Una cama ordenada, una mesa con libros, una planta en la ventana.
No había lujos, pero había algo que Marcus envidiaba: calma.
¿Qué haces perdiendo el tiempo con esto? —se dijo mentalmente.
Pero su mente no lo obedecía.
Volvía una y otra vez a la imagen de ella, con su voz tranquila, sus ojos que no bajaban ante los suyos, y esa manera insoportable de decir la verdad.
Marcus se levantó, caminó hacia la ventana y miró la ciudad.
Miles de luces encendidas, millones de personas, y solo una le había dicho que no.
Por la noche, cuando Melissa ya dormía, Marcus encendió su laptop y abrió un nuevo correo.
Durante minutos, no escribió nada.
Solo miró el cursor parpadeando.
Era absurdo. Era ridículo.
Pero no podía dejarlo así.
Finalmente escribió:
Asunto: Sobre la entrevista.
Laila,
No suelo hacer esto. Normalmente, si alguien rechaza una oferta, sigo adelante. Pero esta vez no.

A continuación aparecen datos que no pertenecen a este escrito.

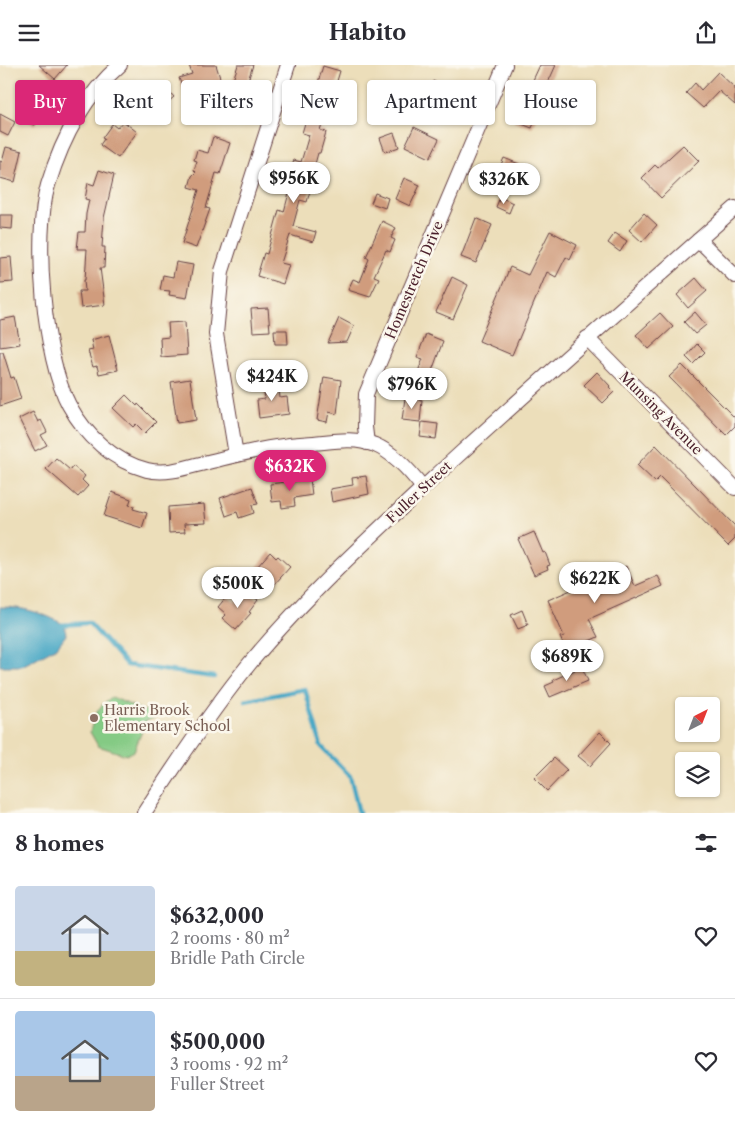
<!DOCTYPE html>
<html lang="en">
<head>
<meta charset="utf-8">
<style>
  :root { --surface:#fff; --page:#f7f7f7; --text:#2b2b33; --muted:#7c7c81; --line:#e1e1e2; --accent:#db2777 }
  body { margin:0; font-family:"Libre Caslon Text",serif; background:var(--page); color:var(--text); height:100vh; display:flex; flex-direction:column; font-size:19px; white-space:nowrap }
  * { box-sizing:border-box; margin:0 }
  p { font-size:16px; color:var(--muted) }
  .icon { flex:none; width:28px; height:28px; fill:none; stroke:currentColor; stroke-width:2; stroke-linecap:round; stroke-linejoin:round }
  .map { position:relative; height:748px; overflow:hidden }
  .panel { display:flex; flex-direction:column; background:var(--surface); flex:1 }
  .panel>* { flex:none }
  .top-card { position:absolute; left:15px; top:15px; width:705px; height:45px; display:flex; gap:10px }
  .needle { width:32px; rotate:42deg }
  .fabs { position:absolute; left:675px; top:632px; display:grid; gap:10px }
  .fabs a { display:grid; place-items:center; width:45px; height:45px; border-radius:5px; background:var(--surface); box-shadow:0 1px 4px #0004; font-size:25px }
  .price { position:absolute; translate:-50% -42px; padding:0 11px; border-radius:18px; background:#fff; color:#222; font-size:16px; line-height:32px; filter:drop-shadow(0 1px 2px #0008) }
  .price::after { content:''; position:absolute; left:50%; top:30px; width:15px; height:11px; margin-left:-8px; background:inherit; clip-path:polygon(0 0,100% 0,50% 100%) }
  .price.active { background:var(--accent); color:#fff }
  ul { padding:0; list-style:none }
  li { display:flex; align-items:center; gap:15px; height:125px; padding:0 15px }
  li+li { border-top:1px solid var(--line) }
  li span { display:grid; place-items:center; flex:none; width:140px; height:100px; border-radius:5px; color:#555 }
  li>.icon { margin-inline-start:auto }
  span .icon { width:60px; height:60px; fill:#fffc; stroke-width:1 }
  li b { font-size:21px }
  h2 { display:flex; justify-content:space-between; align-items:center; height:60px; padding:0 15px; font-size:21px }
  .pill { padding:0 18px; border-radius:5px; background:var(--surface); box-shadow:0 1px 4px #0004; font-size:18px; line-height:45px }
  .pill.active { background:var(--accent); color:#fff }
  header { display:flex; justify-content:space-between; align-items:center; height:65px; padding:0 15px; background:var(--surface); font-size:22px; font-weight:800 }
  .map>svg:first-child { display:block }
</style>
</head>
<body>
<header><svg class="icon" aria-label="menu" viewBox="0 0 24 24"><path d="M4 6h16M4 12h16M4 18h16"/></svg>Habito<svg class="icon" aria-label="share" viewBox="0 0 24 24"><path d="M12 15V3M7 8l5-5 5 5M5 13v7h14v-7"/></svg></header>
<div class="map">
<svg width="735" height="748" viewBox="0 0 735 748">
  <rect width="100%" height="100%" fill="#fbf7ec"/>
  <filter id="ink" filterUnits="userSpaceOnUse"><feTurbulence type="fractalNoise" baseFrequency=".02" numOctaves="2"/><feDisplacementMap in="SourceGraphic" scale="10" xChannelSelector="R" yChannelSelector="G"/><feConvolveMatrix kernelMatrix="1 2 1 2 8 2 1 2 1" color-interpolation-filters="sRGB"/></filter>
  <filter id="wash" filterUnits="userSpaceOnUse"><feTurbulence type="fractalNoise" baseFrequency=".0096" numOctaves="4" result="noise"/><feDisplacementMap in="SourceGraphic" scale="20" xChannelSelector="R" yChannelSelector="G"/><feGaussianBlur stdDeviation="1.12" result="paint"/><feColorMatrix in="noise" values="0 0 0 0 0 0 0 0 0 0 0 0 0 0 0 0 0 1.4 0 .05"/><feComposite in="paint" operator="in"/></filter>
  <g filter="url(#wash)">
    <rect width="100%" height="100%" fill="#ecdeba"/>
    <path fill="#84ca84" stroke="#677458" d="M112,632L144,646L148,643L152,644L155,648L154,653L146,656L134,686L126,690L98,681L90,667C94,651 97,642 112,632Z"/>
    <path fill="#44a6c4" stroke="#476278" d="M0,542C24,542 44,548 65,560L66,570L57,582L22,601H0Z"/>
    <g fill="none" stroke-linecap="round" stroke-linejoin="round">
      <g stroke="#44a6c4" stroke-width="4.5">
        <polyline points="60,560 89,558 127,600 214,612"/>
        <polyline points="245,636 305,624 321,681 350,711 359,748"/>
      </g>
    </g>
    <g id="blocks">
      <g fill="#d09c7d">
        <polygon points="39,0 67,0 55,14"/>
        <polygon points="189,0 216,0 221,16 184,27 179,13 192,9"/>
        <polygon points="238,0 253,0 244,28 230,24"/>
        <polygon points="540,0 556,0 539,38 542,39 532,63 514,56"/>
        <polygon points="323,1 340,6 334,26 339,28 335,41 320,37 324,23 317,21"/>
        <polygon points="718,7 735,23 735,40 719,26 703,43 686,28 695,18 701,25"/>
        <polygon points="433,16 459,28 450,49 423,37"/>
        <polygon points="162,18 174,32 155,48 140,30 152,19 156,24"/>
        <polygon points="32,31 46,38 35,60 21,53"/>
        <polygon points="416,37 430,43 425,54 411,49"/>
        <polygon points="308,48 324,53 320,65 326,67 320,88 318,88 309,121 311,122 307,137 300,135 293,161 316,167 313,177 290,170 281,198 289,200 283,219 257,211 264,188 267,189 279,145 284,147 292,116 288,115 294,95 301,97 309,70 302,68"/>
        <polygon points="0,49 15,57 8,71 0,67"/>
        <polygon points="123,56 137,67 118,93 100,80 104,74 102,73 112,59 117,63"/>
        <polygon points="414,62 439,74 430,93 405,81"/>
        <polygon points="394,68 399,82 385,87 380,73"/>
        <polygon points="213,72 230,78 220,109 216,108 206,143 210,144 196,183 182,178 199,125 189,122 192,111 196,107 194,105 197,96 194,95 197,85 208,88"/>
        <polygon points="683,80 699,96 661,133 642,113 655,100 658,103"/>
        <polygon points="6,82 22,86 15,117 0,113 0,96 2,97"/>
        <polygon points="504,93 519,99 516,105 521,107 514,123 494,115"/>
        <polygon points="99,105 114,110 104,153 102,182 105,182 104,203 100,203 105,240 81,243 79,226 85,226 84,215 85,215 87,184 77,184 79,167 85,167 86,149 89,135 85,134 88,118 94,120"/>
        <polygon points="404,113 420,120 410,141 395,134"/>
        <polygon points="375,128 388,133 385,143 371,138"/>
        <polygon points="500,132 513,138 509,148 496,142"/>
        <polygon points="644,148 657,160 642,177 629,165"/>
        <polygon points="0,150 13,150 12,164 0,163"/>
        <polygon points="476,153 492,160 476,198 461,192"/>
        <polygon points="382,156 396,163 391,173 395,175 390,187 386,185 374,211 379,213 370,232 348,225 353,214 360,217 369,194 366,192"/>
        <polygon points="550,166 577,180 570,195 566,192 556,212 547,207 512,290 479,276 510,202 528,210"/>
        <polygon points="615,168 627,176 620,187 608,178"/>
        <polygon points="11,192 13,217 0,218 0,193"/>
        <polygon points="176,197 193,200 187,233 169,230 170,226 160,225 163,210 173,212"/>
        <polygon points="452,212 468,220 453,254 436,247"/>
        <polygon points="696,213 707,226 688,243 677,230"/>
        <polygon points="268,243 270,266 253,267 251,244"/>
        <polygon points="695,247 706,260 695,269 684,257"/>
        <polygon points="660,248 673,262 649,284 636,270"/>
        <polygon points="15,252 20,279 0,282 0,255"/>
        <polygon points="339,253 354,261 347,277 328,278"/>
        <polygon points="185,257 187,290 161,292 160,273 169,272 168,258"/>
        <polygon points="274,265 287,265 288,279 275,279"/>
        <polygon points="426,269 443,276 429,314 417,309 423,294 417,292"/>
        <polygon points="109,270 118,305 99,309 97,301 93,302 88,286 93,285 91,275"/>
        <polygon points="697,279 705,287 693,299 686,292"/>
        <polygon points="0,287 3,287 11,313 14,312 21,334 0,341"/>
        <polygon points="682,300 735,353 735,361 726,370 669,312"/>
        <polygon points="597,307 610,321 609,322 614,327 603,338 584,320"/>
        <polygon points="324,312 341,315 337,349 329,347 327,357 317,355"/>
        <polygon points="190,314 196,355 177,358 171,317"/>
        <polygon points="278,317 280,333 287,332 289,349 259,353 257,335 265,334 263,319"/>
        <polygon points="126,330 137,341 138,339 156,357 145,368 136,359 133,362 113,343"/>
        <polygon points="405,333 422,335 420,357 402,355"/>
        <polygon points="33,347 38,357 41,355 47,367 41,370 47,380 35,386 19,354"/>
        <polygon points="422,357 438,359 436,374 420,372"/>
        <polygon points="656,380 735,461 735,474 728,481 660,412 655,417 637,400"/>
        <polygon points="56,393 70,405 73,401 85,411 82,415 88,421 78,432 46,404"/>
        <polygon points="366,411 369,429 332,437 330,424 353,420 352,413"/>
        <polygon points="310,414 312,430 294,433 295,441 282,443 281,436 272,437 270,419"/>
        <polygon points="252,422 258,439 252,440 254,448 239,453 237,447 226,451 220,433"/>
        <polygon points="112,427 131,434 129,440 134,441 133,444 147,448 142,463 104,451"/>
        <polygon points="204,439 206,458 184,459 185,467 169,468 168,442"/>
        <polygon points="534,467 543,488 545,487 550,500 547,501 548,504 534,510 518,474"/>
        <polygon points="270,487 276,493 278,491 290,502 273,521 260,510 262,508 257,502"/>
        <polygon points="626,501 635,521 658,511 663,521 589,554 598,572 566,586 560,572 564,571 548,535"/>
        <polygon points="245,525 258,535 249,547 251,548 236,565 222,553 226,549 218,542 227,531 235,537"/>
        <polygon points="522,545 528,560 518,564 511,550"/>
        <polygon points="582,602 588,616 550,632 545,621 554,617 553,615"/>
        <polygon points="600,667 611,678 590,701 578,691"/>
        <polygon points="554,693 567,705 547,726 534,713"/>
      </g>
    </g>
  </g>
  <g filter="url(#ink)">
    <use href="#blocks" fill-opacity="0" stroke="#623c40" stroke-width="1"/>
    <g fill="none" stroke-linecap="round" stroke-linejoin="round">
      <g stroke="#623c40" stroke-width="16">
        <g id="minor">
          <path d="M120,0C83,32 62,74 48,120C33,171 44,294 69,340C86,371 113,396 147,405C167,410 188,402 208,397C233,391 258,384 283,381C293,379 304,379 314,378C335,376 354,372 375,380C394,388 411,407 423,423"/>
          <polyline points="699,175 735,211"/>
          <polyline points="587,273 735,423"/>
          <polyline points="367,378 365,362 366,329 505,0"/>
          <polyline points="236,390 216,269 222,206 288,0"/>
          <path d="M144,748C177,697 211,646 250,598C311,525 382,461 452,396C545,311 640,227 735,143"/>
        </g>
      </g>
      <use href="#minor" stroke="#fff" stroke-width="14"/>
    </g>
  </g>
  <circle fill="#8d6e63" stroke="#fbf7ec" stroke-width="2" cx="94" cy="653" r="5"/>
  <g text-anchor="middle" stroke-width="5" stroke-linejoin="round" paint-order="stroke">
    <g font-size="14" fill="#4a1f2b" stroke="#fbf7ec">
      <text transform="translate(414 215) rotate(-67)" y="5">Homestretch Drive</text>
      <text transform="translate(661 348) rotate(45)" y="5">Munsing Avenue</text>
      <text transform="translate(419 427) rotate(-43)" y="5">Fuller Street</text>
    </g>
    <g font-size="14" fill="#785e54" stroke="#fbf7ec" text-anchor="start">
      <text x="104" y="650">Harris Brook<tspan x="104" dy="16">Elementary School</tspan></text>
    </g>
  </g>
</svg>
<div class="fabs">
<a><svg class="needle" viewBox="-14 -14 28 28"><path d="M0-13l5 13h-10z" fill="#e53935"/><path d="M0 13l5-13h-10z" fill="#7c7c81"/></svg></a>
<a><svg class="icon" aria-label="layers" viewBox="0 0 24 24"><path d="M12 4l9 5-9 5-9-5zM3 14l9 5 9-5"/></svg></a>
</div>
<b class="price" style="left:294px;top:139px">$956K</b>
<b class="price" style="left:504px;top:140px">$326K</b>
<b class="price" style="left:272px;top:337px">$424K</b>
<b class="price" style="left:412px;top:345px">$796K</b>
<b class="price active" style="left:290px;top:427px">$632K</b>
<b class="price" style="left:595px;top:539px">$622K</b>
<b class="price" style="left:238px;top:544px">$500K</b>
<b class="price" style="left:567px;top:617px">$689K</b>
<div class="top-card">
<a class="pill active">Buy</a>
<a class="pill">Rent</a>
<a class="pill">Filters</a>
<a class="pill">New</a>
<a class="pill">Apartment</a>
<a class="pill">House</a>
</div>
</div>
<section class="panel">
<h2>8 homes<svg class="icon" aria-label="filters" viewBox="0 0 24 24"><path d="M4 7h16M4 17h16"/><circle cx="9" cy="7" r="2"/><circle cx="15" cy="17" r="2"/></svg></h2>
<ul>
<li><span style="background:linear-gradient(#c9d6e8 65%,#c2b280 0)"><svg class="icon" aria-label="home" viewBox="0 0 24 24"><path d="M3 11l9-7 9 7M6 9v11h12V9"/></svg></span><div><b>$632,000</b><p>2 rooms · 80 m²</p><p>Bridle Path Circle</p></div><svg class="icon" aria-label="heart" viewBox="0 0 24 24"><path d="M12 20l-8-8c-3-5 5-10 8-4 3-6 11-1 8 4z"/></svg></li>
<li><span style="background:linear-gradient(#a9c7e8 65%,#b9a48a 0)"><svg class="icon" aria-label="home" viewBox="0 0 24 24"><path d="M3 11l9-7 9 7M6 9v11h12V9"/></svg></span><div><b>$500,000</b><p>3 rooms · 92 m²</p><p>Fuller Street</p></div><svg class="icon" aria-label="heart" viewBox="0 0 24 24"><path d="M12 20l-8-8c-3-5 5-10 8-4 3-6 11-1 8 4z"/></svg></li>
</ul>
</section>
</body>
</html>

No porque crea tener razón, sino porque me di cuenta de que quizá la manera en que te hablé fue la equivocada.
No busco una empleada. Busco a alguien que entienda a mi hija como tú lo hiciste sin siquiera intentarlo.
Si todavía estás dispuesta a escuchar, quiero hacerlo bien esta vez. Sin intermediarios.
Marcus Blackthorne.
Leyó el mensaje tres veces.
Era demasiado humano.
Demasiado… personal.
Estuvo a punto de borrarlo.
Su dedo flotó sobre la tecla
delete.
Pero entonces pensó en Melissa, en su sonrisa cuando veía a Laila, en esa paz que él no sabía darle.
Y apretó
enviar.
El sonido del correo saliendo fue casi imperceptible.
Pero Marcus sintió el peso en su pecho aliviarse, aunque fuera un poco.
Cerró la laptop, se recostó en el sofá y cerró los ojos.
En su mente, la voz de William resonaba una vez más:
“A veces la verdad viene envuelta en una bofetada.”Y Marcus, por primera vez en años, sonrió ante la idea de que quizás… necesitaba otra.